There are no surviving 14th-Century Irish recipes. Instead, the dishes in this episode are based on references to food, hospitality and farming in old Irish texts and archaeological evidence, with an emphasis on native and wild ingredients.
- Soup of the Dagda
- Roast Trout
- Goose Eggs
- Beef Stew
- Roast Pork
- Boiled Venison
- Pig Belly Pudding
- Roast Goose
- Drop Scones
- Sweet Curds
Soup of the Dagda
"They filled the king’s cauldron which was five handbreadths in depth. They threw into it eighty pots of milk and a proportionate quantity of meal (oats or barley) and fat, with goats and sheep and swine which they cooked along with the rest."
- Trout roasted over a fire of applewood, basted with honey and salt and shepherds purse seeds.
- Serve with wild greens (hairy bitter cress, dandelion leaves, sorrel).
Shellfish (oysters, mussels, limpets and periwinkles) with seaweed (dillisk or sloke), onions, leeks, parsnips and/or carrots, and smoked salmon, in milk, thickened with bread (oat or barley).
- Poached in salt and fermented fruit juice, served with wheaten bread, honey and Cloonconra cheese with chopped garlic and leaves.
- Take a very good cut of salted beef and cut into pieces.

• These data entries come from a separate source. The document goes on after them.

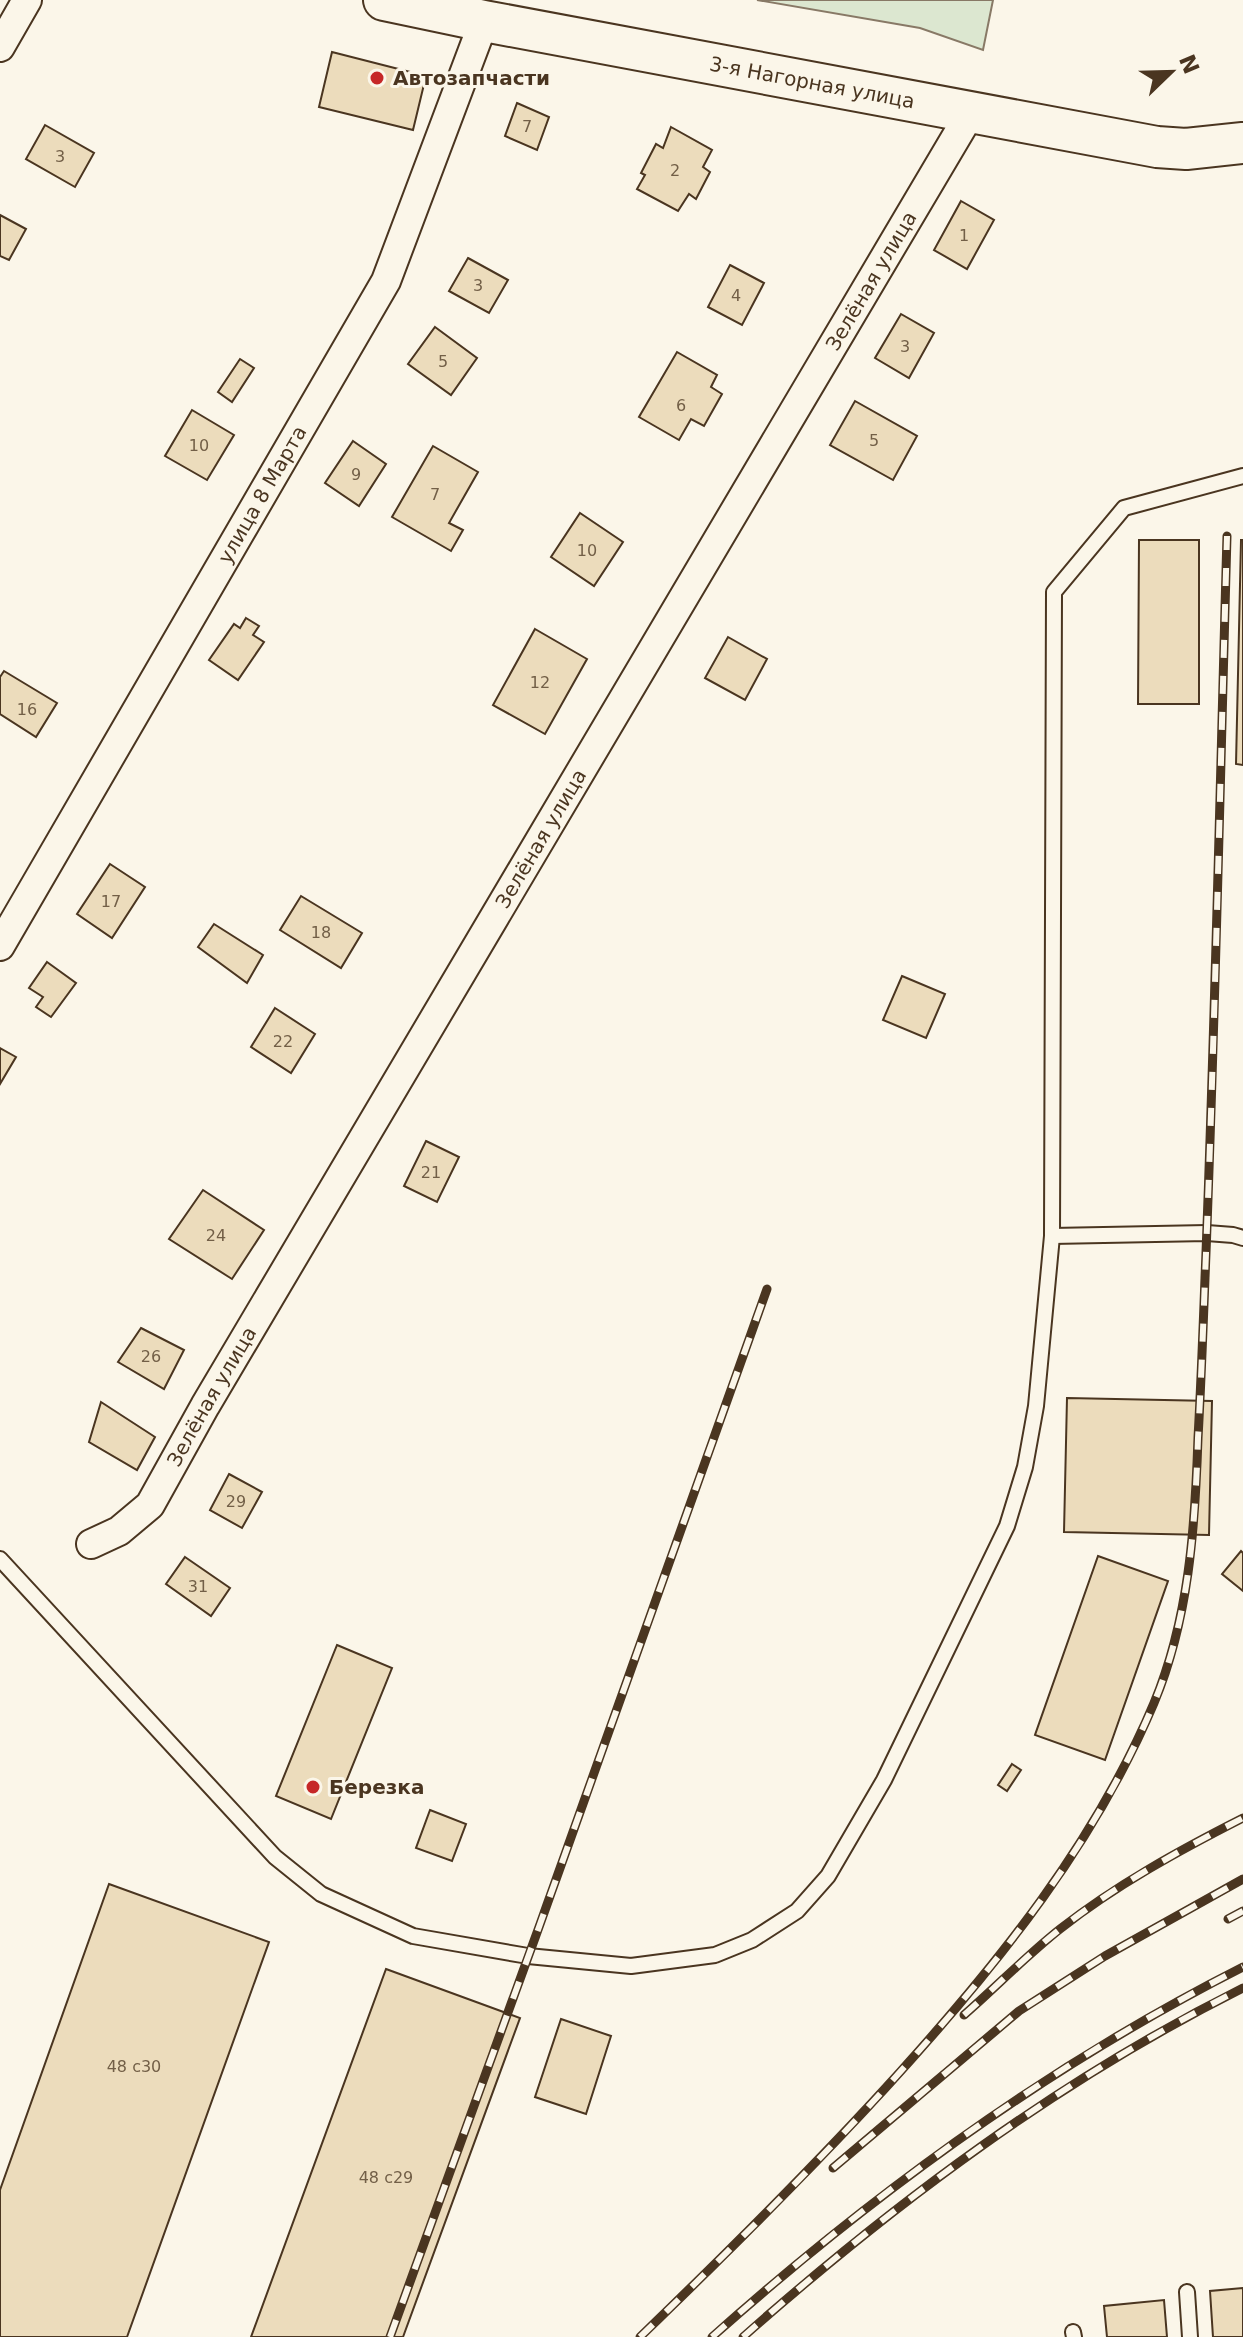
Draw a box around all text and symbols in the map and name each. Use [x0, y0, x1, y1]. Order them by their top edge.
north arrow [1131, 32, 1211, 112]
street label: 3-я Нагорная улица [707, 51, 917, 113]
text: N [1174, 51, 1204, 78]
place label: Автозапчасти [393, 66, 550, 90]
marker: Автозапчасти [368, 69, 386, 87]
house number: 7 [522, 117, 532, 136]
house number: 3 [55, 147, 65, 166]
house number: 2 [670, 161, 680, 180]
street label: Зелёная улица [821, 207, 921, 355]
house number: 1 [959, 226, 969, 245]
house number: 3 [473, 276, 483, 295]
house number: 4 [731, 286, 741, 305]
house number: 3 [900, 337, 910, 356]
house number: 5 [438, 352, 448, 371]
house number: 6 [676, 396, 686, 415]
street label: улица 8 Марта [213, 421, 311, 568]
house number: 5 [869, 431, 879, 450]
house number: 10 [189, 436, 209, 455]
house number: 9 [351, 465, 361, 484]
house number: 7 [430, 485, 440, 504]
house number: 10 [577, 541, 597, 560]
house number: 12 [530, 673, 550, 692]
house number: 16 [17, 700, 37, 719]
street label: Зелёная улица [490, 765, 591, 912]
house number: 17 [101, 892, 121, 911]
house number: 18 [311, 923, 331, 942]
house number: 22 [273, 1032, 293, 1051]
house number: 21 [421, 1163, 441, 1182]
house number: 24 [206, 1226, 226, 1245]
street label: Зелёная улица [162, 1322, 261, 1471]
house number: 26 [141, 1347, 161, 1366]
house number: 29 [226, 1492, 246, 1511]
house number: 31 [188, 1577, 208, 1596]
place label: Березка [329, 1775, 424, 1799]
marker: Березка [304, 1778, 322, 1796]
house number: 48 с30 [107, 2057, 161, 2076]
house number: 48 с29 [359, 2168, 413, 2187]

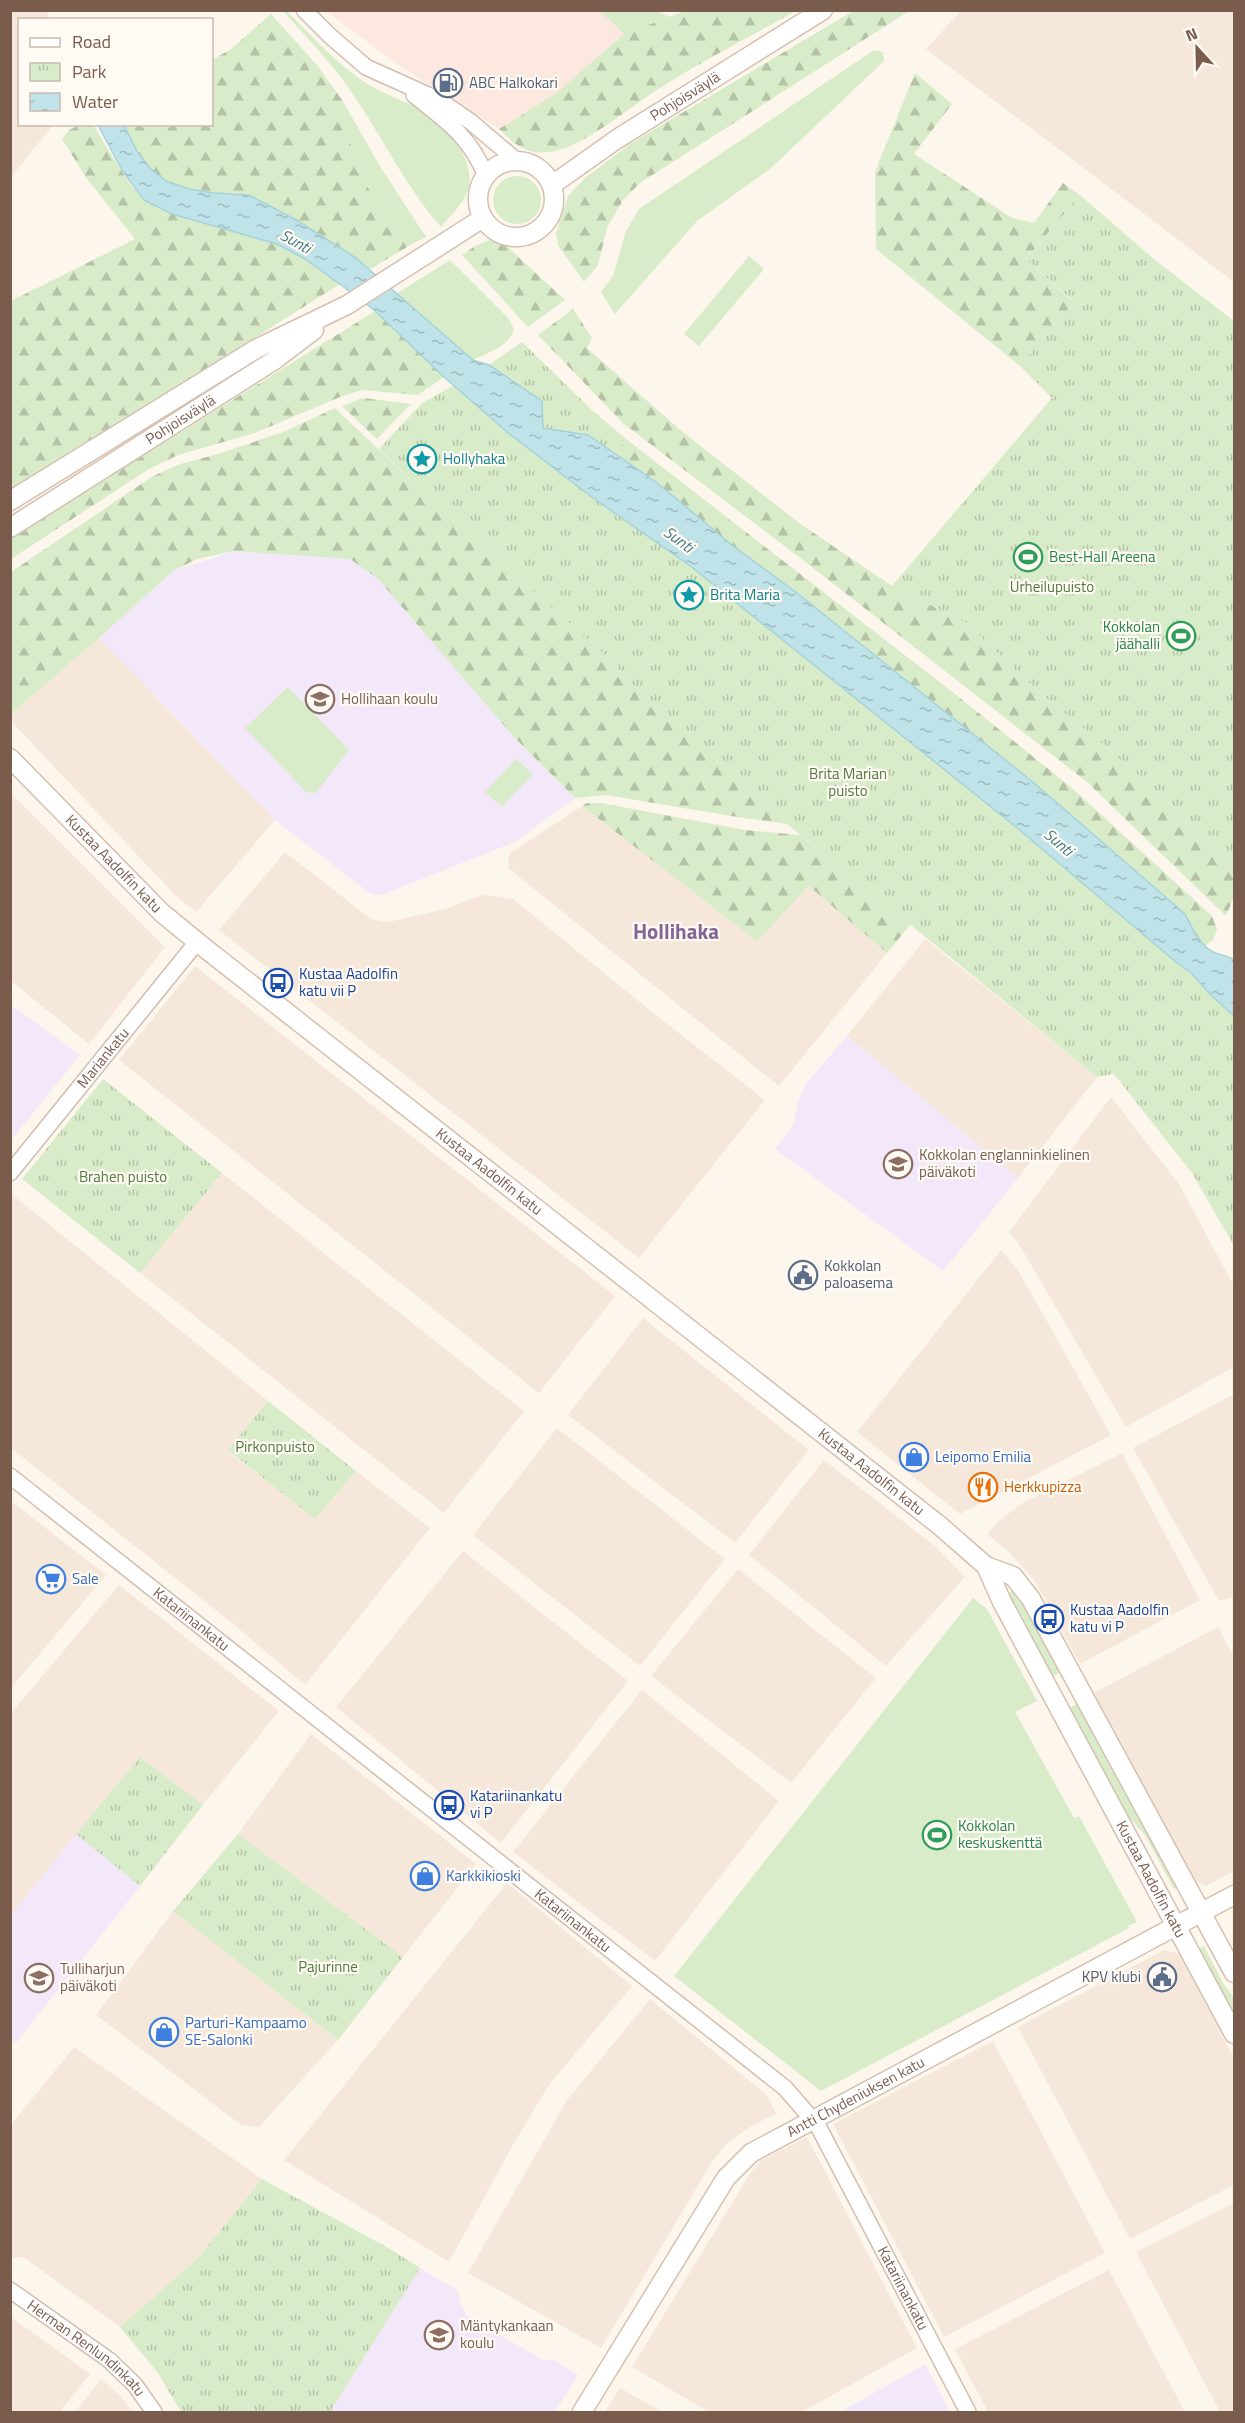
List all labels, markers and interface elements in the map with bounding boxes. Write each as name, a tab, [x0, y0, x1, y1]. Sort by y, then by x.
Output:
legend	[18, 18, 213, 126]
north arrow	[1167, 18, 1227, 78]
text: N	[1182, 21, 1201, 47]
text: Road	[72, 28, 111, 55]
text: Park	[72, 58, 107, 85]
street label: Pohjoisväylä	[645, 65, 725, 127]
fuel station icon: ABC Halkokari	[432, 67, 464, 99]
place label: ABC Halkokari	[469, 71, 558, 94]
text: Water	[72, 88, 118, 115]
water label: Sunti	[276, 223, 317, 260]
street label: Pohjoisväylä	[141, 388, 220, 450]
place icon: Hollyhaka	[406, 443, 438, 475]
place label: Hollyhaka	[443, 447, 506, 470]
water label: Sunti	[659, 520, 700, 559]
sports icon: Best‑Hall Areena	[1012, 541, 1044, 573]
place label: Best‑Hall Areena	[1049, 545, 1156, 568]
park label: Urheilupuisto	[1010, 575, 1094, 598]
place icon: Brita Maria	[673, 579, 705, 611]
place label: Brita Maria	[710, 583, 780, 606]
place label: Kokkolan jäähalli	[1103, 615, 1160, 655]
sports icon: Kokkolan jäähalli	[1165, 620, 1197, 652]
school or university icon: Hollihaan koulu	[304, 683, 336, 715]
place label: Hollihaan koulu	[341, 687, 438, 710]
park label: Brita Marian puisto	[809, 762, 887, 802]
street label: Kustaa Aadolfin katu	[60, 809, 168, 918]
water label: Sunti	[1039, 822, 1080, 863]
district label: Hollihaka	[633, 915, 719, 947]
place label: Kustaa Aadolfin katu vii P	[299, 962, 398, 1002]
bus stop icon: Kustaa Aadolfin katu vii P	[262, 967, 294, 999]
street label: Mariankatu	[71, 1022, 134, 1093]
street label: Kustaa Aadolfin katu	[431, 1122, 548, 1220]
place label: Kokkolan englanninkielinen päiväkoti	[919, 1143, 1090, 1183]
school or university icon: Kokkolan englanninkielinen päiväkoti	[882, 1148, 914, 1180]
park label: Brahen puisto	[79, 1165, 167, 1188]
place label: Kokkolan paloasema	[824, 1254, 893, 1294]
public building icon: Kokkolan paloasema	[787, 1259, 819, 1291]
street label: Kustaa Aadolfin katu	[813, 1422, 930, 1521]
park label: Pirkonpuisto	[235, 1435, 315, 1458]
shop icon: Leipomo Emilia	[898, 1441, 930, 1473]
place label: Leipomo Emilia	[935, 1445, 1031, 1468]
restaurant icon: Herkkupizza	[967, 1471, 999, 1503]
place label: Herkkupizza	[1004, 1475, 1082, 1498]
supermarket icon: Sale	[35, 1563, 67, 1595]
place label: Sale	[72, 1567, 99, 1590]
street label: Katariinankatu	[148, 1581, 235, 1656]
place label: Kustaa Aadolfin katu vi P	[1070, 1598, 1169, 1638]
bus stop icon: Kustaa Aadolfin katu vi P	[1033, 1603, 1065, 1635]
place label: Katariinankatu vi P	[470, 1784, 562, 1824]
bus stop icon: Katariinankatu vi P	[433, 1789, 465, 1821]
place label: Kokkolan keskuskenttä	[958, 1814, 1043, 1854]
street label: Kustaa Aadolfin katu	[1110, 1816, 1192, 1942]
sports icon: Kokkolan keskuskenttä	[921, 1819, 953, 1851]
shop icon: Karkkikioski	[409, 1860, 441, 1892]
place label: Karkkikioski	[446, 1864, 521, 1887]
street label: Katariinankatu	[530, 1882, 616, 1958]
park label: Pajurinne	[298, 1955, 358, 1978]
place label: Tulliharjun päiväkoti	[60, 1957, 125, 1997]
public building icon: KPV klubi	[1146, 1961, 1178, 1993]
school or university icon: Tulliharjun päiväkoti	[23, 1962, 55, 1994]
place label: KPV klubi	[1082, 1965, 1141, 1988]
place label: Parturi-Kampaamo SE-Salonki	[185, 2011, 307, 2051]
shop icon: Parturi-Kampaamo SE-Salonki	[148, 2016, 180, 2048]
street label: Antti Chydeniuksen katu	[783, 2050, 929, 2143]
street label: Katariinankatu	[872, 2242, 935, 2334]
street label: Herman Renlundinkatu	[23, 2294, 151, 2401]
place label: Mäntykankaan koulu	[460, 2314, 554, 2354]
school or university icon: Mäntykankaan koulu	[423, 2319, 455, 2351]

- Add bacon and cook in ale, water, salt, garlic, onions, fermented sloe or crabapple juice, leeks and cabbage.
Saddle of Pork
- Roasted on a spit with a sauce of Shepherd's purse seeds (like mustard).
- Grind the seeds, cook with butter, cream, garlic, honey and salt.
- Serve with green leaves, crab apples, rowanberries.
- Take a haunch of venison, wrap it in marsh grass with a súgán (hay/straw rope) twisted around it.
- Boil it and serve with rosehip and crab apple sauce (stew together and sweeten with honey).
Seasoned Belly Pudding of a Pig
- Take the belly of a pig and wash it out in clean water, stir 3 Tbs of salt into 2.5 litres of cold water in a clean bucket and soak it overnight.
- Take pig kidneys and heart, wash them and boil them in salted water, simmer for 45 minutes then drain and reserve in the fridge overnight.
- The next day, turn the soaked stomach inside out, rinse under cold running water for 10 minutes to wash out all the salt, then set aside to drain. Finely chop herbs (options: ground elder, chickweed, nettle, hairy bitter cress, dandelion leaves) and salt and Alexander seeds (instead of pepper) and reserve.
- Shred the suet very small, like breadcrumbs. Coarsely mince the kidneys and heart and add to the suet with some oats. Add the herbs and seasoning and add some beaten eggs and stir. Optional step: stew all together in a small amount of lamb or beef stock.
- Spoon the mixture into the prepared stomach (turned the right way around) and sew up the opening with linen thread or thin butchers string. Make sure it’s not too tightly packed or it will burst.
- Put into a large saucepan of boiling water and simmer gently for 3 – 4 hours. Using a sharp needle prick the paunch once or twice in the first hour to allow steam to escape and prevent the pudding from bursting.
- Afterwards, the pudding can be split open and the filling served.
- Roast the goose with a stuffing of bread, apples, leeks and butter with herbs.
- Serve with stewed apples sweetened with honey.
Sweet Drop Scones
- Serve with Butter, Blackberries, Damsons.
- Cheese curds served with Honey, Blackberries, Elderberries, Hazelnuts.